Ich gehöre einigen Vereinen an, habe aber noch keine Jahresversammlung erlebt, die nicht den Programmpunkt "Allfälliges" enthielt, bei welchem auch diskutiert werden konnte. Die Geschäftsgebarung und ähnliche Dinge interessieren mich ja auch relativ wenig. Es gäbe aber genug Punkte, über die man diskutieren könnte und müsste. Denkt nie jemand daran, dass die Jahresversammlung des BVS die einzige Gelegenheit ist, bei der man wirklich von einem "Plenum" sprechen könnte? Fragen, die alle betreffen gehören auch dort hin und nicht nur in eine kleine Arbeitsgruppe am Vormittag.
Wenn sich im Nachhinein zeigt, dass Ehrenamtlichen nicht auffällt, was im "Dolomiten"-Artikel alles falsch war, sollte schon dieser Umstand bedenklich stimmen. Ich wurde dort übrigens zitiert, weil der Journalist offenbar mich als einzigen persönlich gekannt hat. So kommt man zu unverdienten und fragwürdigen Ehren.
Dr. Sitzmann wird mir verzeihen, wenn ich sage, dass auch er einiges kritisiert hat. Wahrscheinlich hat er sich aber nicht laut gemeldet, weil er Wichtigeres zu tun hat und Kritik bisher immer relativ wenig bewegt hat.
Für mich gibt es wieder mehr als einen guten Grund, mich ungehalten zu äußern. Den lieben Johannes muss ich darauf hinweisen, weil es ihm offenbar nicht auffällt, dass "Hudeln" im Bibliothekswesen bald ganz normal ist. Am 15. April schreibt er, bis zum 22. (Dienstag nach Ostern!) sollen wir unsere Fragen an den BVS richten.
Weiß er, dass es Bibliotheken gibt, die längst nicht jeden Tag die Biblio-List ansehen, weil sie z.B. nicht jeden Tag geöffnet haben? Es soll sogar welche geben, die über Ostern ein paar Tage schließen. Sollen wir in den Osterferien als Hausaufgabe aufschreiben, was es zu SIAE usw. für Fragen gibt?

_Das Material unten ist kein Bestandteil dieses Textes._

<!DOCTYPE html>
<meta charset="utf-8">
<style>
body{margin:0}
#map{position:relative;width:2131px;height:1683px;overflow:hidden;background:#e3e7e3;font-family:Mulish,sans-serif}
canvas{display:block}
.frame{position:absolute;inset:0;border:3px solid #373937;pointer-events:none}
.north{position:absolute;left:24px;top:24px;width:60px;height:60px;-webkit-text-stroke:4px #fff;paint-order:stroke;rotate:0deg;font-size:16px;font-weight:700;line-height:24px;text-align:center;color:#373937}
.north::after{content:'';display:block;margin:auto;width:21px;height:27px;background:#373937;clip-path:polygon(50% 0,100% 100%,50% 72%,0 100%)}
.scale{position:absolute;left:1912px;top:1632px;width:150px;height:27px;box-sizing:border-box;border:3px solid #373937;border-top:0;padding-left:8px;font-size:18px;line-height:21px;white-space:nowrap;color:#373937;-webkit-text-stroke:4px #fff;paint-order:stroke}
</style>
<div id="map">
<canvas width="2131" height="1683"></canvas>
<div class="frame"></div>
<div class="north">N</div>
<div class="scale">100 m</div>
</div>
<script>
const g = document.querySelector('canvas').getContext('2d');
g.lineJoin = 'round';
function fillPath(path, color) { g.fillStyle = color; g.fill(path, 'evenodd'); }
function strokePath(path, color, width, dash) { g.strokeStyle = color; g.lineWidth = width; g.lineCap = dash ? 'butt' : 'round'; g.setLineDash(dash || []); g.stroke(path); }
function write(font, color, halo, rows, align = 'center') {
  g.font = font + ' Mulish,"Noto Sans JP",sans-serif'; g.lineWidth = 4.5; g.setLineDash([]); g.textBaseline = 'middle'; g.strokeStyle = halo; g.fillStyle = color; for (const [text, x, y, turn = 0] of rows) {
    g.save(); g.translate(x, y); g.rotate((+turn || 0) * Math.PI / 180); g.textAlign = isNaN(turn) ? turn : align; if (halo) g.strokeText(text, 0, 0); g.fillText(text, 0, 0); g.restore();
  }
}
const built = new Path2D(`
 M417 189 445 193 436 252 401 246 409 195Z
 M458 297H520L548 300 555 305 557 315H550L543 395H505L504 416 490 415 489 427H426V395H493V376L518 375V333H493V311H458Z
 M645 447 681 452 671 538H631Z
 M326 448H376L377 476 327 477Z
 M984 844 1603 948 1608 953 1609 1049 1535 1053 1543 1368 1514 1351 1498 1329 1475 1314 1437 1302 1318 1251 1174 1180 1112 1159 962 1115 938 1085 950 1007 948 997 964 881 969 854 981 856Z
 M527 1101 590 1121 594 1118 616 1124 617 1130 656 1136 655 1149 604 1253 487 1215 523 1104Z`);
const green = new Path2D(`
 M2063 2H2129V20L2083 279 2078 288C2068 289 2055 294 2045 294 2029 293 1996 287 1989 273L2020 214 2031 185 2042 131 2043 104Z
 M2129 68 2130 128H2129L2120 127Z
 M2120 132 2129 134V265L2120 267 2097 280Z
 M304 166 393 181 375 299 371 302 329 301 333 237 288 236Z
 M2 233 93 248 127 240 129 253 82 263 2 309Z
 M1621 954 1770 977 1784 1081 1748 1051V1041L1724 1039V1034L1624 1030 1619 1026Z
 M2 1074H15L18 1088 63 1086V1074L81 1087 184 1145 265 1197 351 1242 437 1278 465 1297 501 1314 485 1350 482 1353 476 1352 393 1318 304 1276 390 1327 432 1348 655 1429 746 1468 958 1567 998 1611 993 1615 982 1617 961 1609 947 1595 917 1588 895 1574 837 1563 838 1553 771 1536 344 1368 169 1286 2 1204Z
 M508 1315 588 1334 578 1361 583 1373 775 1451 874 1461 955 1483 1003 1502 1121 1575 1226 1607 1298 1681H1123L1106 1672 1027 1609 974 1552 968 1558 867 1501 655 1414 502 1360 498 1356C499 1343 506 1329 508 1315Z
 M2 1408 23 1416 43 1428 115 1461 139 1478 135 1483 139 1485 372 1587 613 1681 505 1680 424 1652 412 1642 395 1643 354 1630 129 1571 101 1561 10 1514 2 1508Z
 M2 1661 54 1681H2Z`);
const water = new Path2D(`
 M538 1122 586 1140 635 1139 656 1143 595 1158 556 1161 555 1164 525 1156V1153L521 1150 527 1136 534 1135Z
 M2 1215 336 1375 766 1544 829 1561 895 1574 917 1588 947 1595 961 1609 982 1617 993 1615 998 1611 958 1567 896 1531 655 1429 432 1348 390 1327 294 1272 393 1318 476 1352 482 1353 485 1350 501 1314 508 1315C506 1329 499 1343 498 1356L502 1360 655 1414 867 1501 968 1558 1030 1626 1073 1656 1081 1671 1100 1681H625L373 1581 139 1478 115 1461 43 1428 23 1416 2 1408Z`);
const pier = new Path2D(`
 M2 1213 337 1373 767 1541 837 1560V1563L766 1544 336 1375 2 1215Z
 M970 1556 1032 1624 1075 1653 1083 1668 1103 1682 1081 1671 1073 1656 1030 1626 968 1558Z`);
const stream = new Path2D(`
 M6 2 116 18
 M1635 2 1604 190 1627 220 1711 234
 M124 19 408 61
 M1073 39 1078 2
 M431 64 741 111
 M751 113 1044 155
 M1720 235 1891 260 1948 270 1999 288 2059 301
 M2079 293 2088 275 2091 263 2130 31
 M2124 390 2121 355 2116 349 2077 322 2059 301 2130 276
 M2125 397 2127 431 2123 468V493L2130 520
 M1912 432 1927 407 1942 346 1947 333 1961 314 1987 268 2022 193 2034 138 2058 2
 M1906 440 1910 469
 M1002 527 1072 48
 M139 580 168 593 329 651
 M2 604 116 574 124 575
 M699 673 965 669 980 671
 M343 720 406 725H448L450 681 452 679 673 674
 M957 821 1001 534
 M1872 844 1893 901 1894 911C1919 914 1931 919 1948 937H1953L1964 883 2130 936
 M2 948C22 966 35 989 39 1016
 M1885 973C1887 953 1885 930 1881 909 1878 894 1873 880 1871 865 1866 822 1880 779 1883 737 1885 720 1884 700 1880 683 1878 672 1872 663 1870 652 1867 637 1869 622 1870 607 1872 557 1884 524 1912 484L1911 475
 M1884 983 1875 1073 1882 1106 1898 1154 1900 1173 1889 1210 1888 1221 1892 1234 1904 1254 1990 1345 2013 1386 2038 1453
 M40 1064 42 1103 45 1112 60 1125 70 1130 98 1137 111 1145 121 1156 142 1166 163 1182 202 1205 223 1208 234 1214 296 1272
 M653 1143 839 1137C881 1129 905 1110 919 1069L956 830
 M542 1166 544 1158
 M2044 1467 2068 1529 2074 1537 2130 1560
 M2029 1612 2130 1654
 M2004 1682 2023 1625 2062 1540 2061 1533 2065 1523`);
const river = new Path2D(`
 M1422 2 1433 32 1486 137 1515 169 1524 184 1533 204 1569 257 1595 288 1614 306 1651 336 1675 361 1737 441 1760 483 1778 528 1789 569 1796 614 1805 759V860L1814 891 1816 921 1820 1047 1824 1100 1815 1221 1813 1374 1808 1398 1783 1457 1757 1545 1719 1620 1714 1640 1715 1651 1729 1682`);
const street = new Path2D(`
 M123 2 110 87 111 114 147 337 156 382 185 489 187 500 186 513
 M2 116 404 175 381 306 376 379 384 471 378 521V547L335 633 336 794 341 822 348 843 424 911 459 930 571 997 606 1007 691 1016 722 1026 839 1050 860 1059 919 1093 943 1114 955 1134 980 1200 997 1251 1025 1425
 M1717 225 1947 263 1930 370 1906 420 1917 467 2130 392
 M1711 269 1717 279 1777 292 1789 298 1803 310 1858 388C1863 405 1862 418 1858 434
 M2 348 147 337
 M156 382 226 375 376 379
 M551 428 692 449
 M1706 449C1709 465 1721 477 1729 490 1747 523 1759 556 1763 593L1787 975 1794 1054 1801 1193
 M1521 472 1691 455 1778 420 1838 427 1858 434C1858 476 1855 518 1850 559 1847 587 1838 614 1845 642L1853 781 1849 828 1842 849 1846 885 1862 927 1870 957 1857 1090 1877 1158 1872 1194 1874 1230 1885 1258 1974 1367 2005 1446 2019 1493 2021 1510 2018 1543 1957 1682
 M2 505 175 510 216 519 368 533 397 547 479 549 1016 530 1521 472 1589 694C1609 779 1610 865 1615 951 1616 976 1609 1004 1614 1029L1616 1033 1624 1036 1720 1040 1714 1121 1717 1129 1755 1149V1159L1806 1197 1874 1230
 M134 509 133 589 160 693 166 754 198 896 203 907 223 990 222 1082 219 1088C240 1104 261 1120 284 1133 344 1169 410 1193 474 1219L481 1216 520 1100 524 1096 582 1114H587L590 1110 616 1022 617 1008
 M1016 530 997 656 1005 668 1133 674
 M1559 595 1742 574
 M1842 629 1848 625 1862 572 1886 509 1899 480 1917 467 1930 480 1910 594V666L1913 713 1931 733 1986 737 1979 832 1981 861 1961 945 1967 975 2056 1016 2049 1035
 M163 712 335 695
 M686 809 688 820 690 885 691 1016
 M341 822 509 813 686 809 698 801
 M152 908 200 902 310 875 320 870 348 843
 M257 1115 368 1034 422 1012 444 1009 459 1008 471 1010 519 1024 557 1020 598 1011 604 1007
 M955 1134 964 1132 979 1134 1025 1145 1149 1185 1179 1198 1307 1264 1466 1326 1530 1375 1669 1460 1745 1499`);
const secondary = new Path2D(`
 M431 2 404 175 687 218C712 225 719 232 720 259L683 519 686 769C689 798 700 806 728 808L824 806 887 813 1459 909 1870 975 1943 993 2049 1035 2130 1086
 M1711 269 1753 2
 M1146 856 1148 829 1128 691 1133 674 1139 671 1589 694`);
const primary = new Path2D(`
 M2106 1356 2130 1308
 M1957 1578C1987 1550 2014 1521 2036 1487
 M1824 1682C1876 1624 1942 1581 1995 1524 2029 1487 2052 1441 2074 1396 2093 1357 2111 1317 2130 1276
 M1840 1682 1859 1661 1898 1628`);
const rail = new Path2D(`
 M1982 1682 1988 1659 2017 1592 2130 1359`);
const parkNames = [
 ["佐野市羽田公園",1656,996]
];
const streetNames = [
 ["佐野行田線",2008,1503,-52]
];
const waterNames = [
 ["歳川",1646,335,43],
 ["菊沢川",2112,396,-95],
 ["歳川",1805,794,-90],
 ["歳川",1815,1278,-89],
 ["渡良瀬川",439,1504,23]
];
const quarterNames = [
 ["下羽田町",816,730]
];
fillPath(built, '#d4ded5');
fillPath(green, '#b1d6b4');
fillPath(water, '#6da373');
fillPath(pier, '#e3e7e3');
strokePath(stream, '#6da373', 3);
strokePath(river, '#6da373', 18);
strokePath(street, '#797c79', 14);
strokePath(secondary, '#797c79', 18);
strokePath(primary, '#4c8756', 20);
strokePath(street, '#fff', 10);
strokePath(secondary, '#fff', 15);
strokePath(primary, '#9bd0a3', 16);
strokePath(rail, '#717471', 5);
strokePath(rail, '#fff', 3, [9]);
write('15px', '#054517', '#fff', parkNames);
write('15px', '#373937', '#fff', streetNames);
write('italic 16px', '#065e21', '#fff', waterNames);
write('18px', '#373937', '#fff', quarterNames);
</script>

Man tut da oben lange Zeit fast nichts und will dann innerhalb kürzester Zeit alles bewältigen.
 
Mit einem Umstand, der Amt und BVS scheinbar nicht bewusst ist, werden Mittelpunktbibliotheken immer wieder konfrontiert: Ehrenamtliche werden von Aussendungen und Mitteilungen zwar erreicht, sie nehmen sie aber oft kaum zur Kenntnis. Viele haben inzwischen Internet, wenn ich sie aber über BISON ausfragen würde, käme  zweifellos viel Unwissen zum Vorschein. Wie auf vielen Gebieten von EDV präsentiert sich nach außen alles recht schön, dahinter ist vieles aber faul.
Der Nutzer weiß nicht, ob eine Bibliothek Schlagworte überhaupt vergibt, in vielen Bibliotheken wird offenbar Belletristik beschlagwortet, das in der Maske von BISON aufscheinende Jahr, das bestimmt dem Erscheinungsjahr entsprechen sollte, bezieht sich offenbar auf den Zeitpunkt, wann der Datensatz in BISON gelandet ist. Bei deutschen Beständen aus italienischen Bibliotheken gibt es riesige Probleme mit den Umlauten.
Ich würde BISON mit einem schönen, bunten Luftballon vergleichen, der nur ein paar Fehler hat, nämlich Löcher.
Ein Katalog mit so großen Mängeln ist für eine seriöse Nutzung vollkommen ungeeignet: Man weiß nicht, wie aktuell der Bestand ist, man weiß nicht, ob ein Titel richtig geschrieben ist, obwohl wir seit zwanzig Jahren den Lesern den Unterschied zwischen Sachbuch und Belletristik beizubringen versuchen, wird in BISON getan, als ob es keinen gäbe.
Ich habe gute Gründe, unseren Katalog noch nicht in BISON übernehmen zu lassen. Er hat auch ein paar Eigenheiten. Dem Durchschnitt der Beschlagwortung in BISON ist er aber bestimmt weit überlegen: wenn ich etwas anders gemacht habe, dann war ich normalerweise mindestens konsequent. Wenn ich bei den Tagungen der MPB von RSWK, SWD usw. reden hörte, habe ich die Kolleginnen und Kollegen oft bewundert. Inzwischen weiß ich, sie kochen auch nur mit Wasser. Ich rege mich auf, die anderen lassen Amt und BVS reden und tun sehr oft ganz professionell. Tatsache ist, dass die Professionalität fast auf allen Gebieten sehr zu wünschen übrig lässt. Als Entschuldigung muss man sagen, wir haben alle viel zu viele Aufgaben und zu wenig Personal und Zeit!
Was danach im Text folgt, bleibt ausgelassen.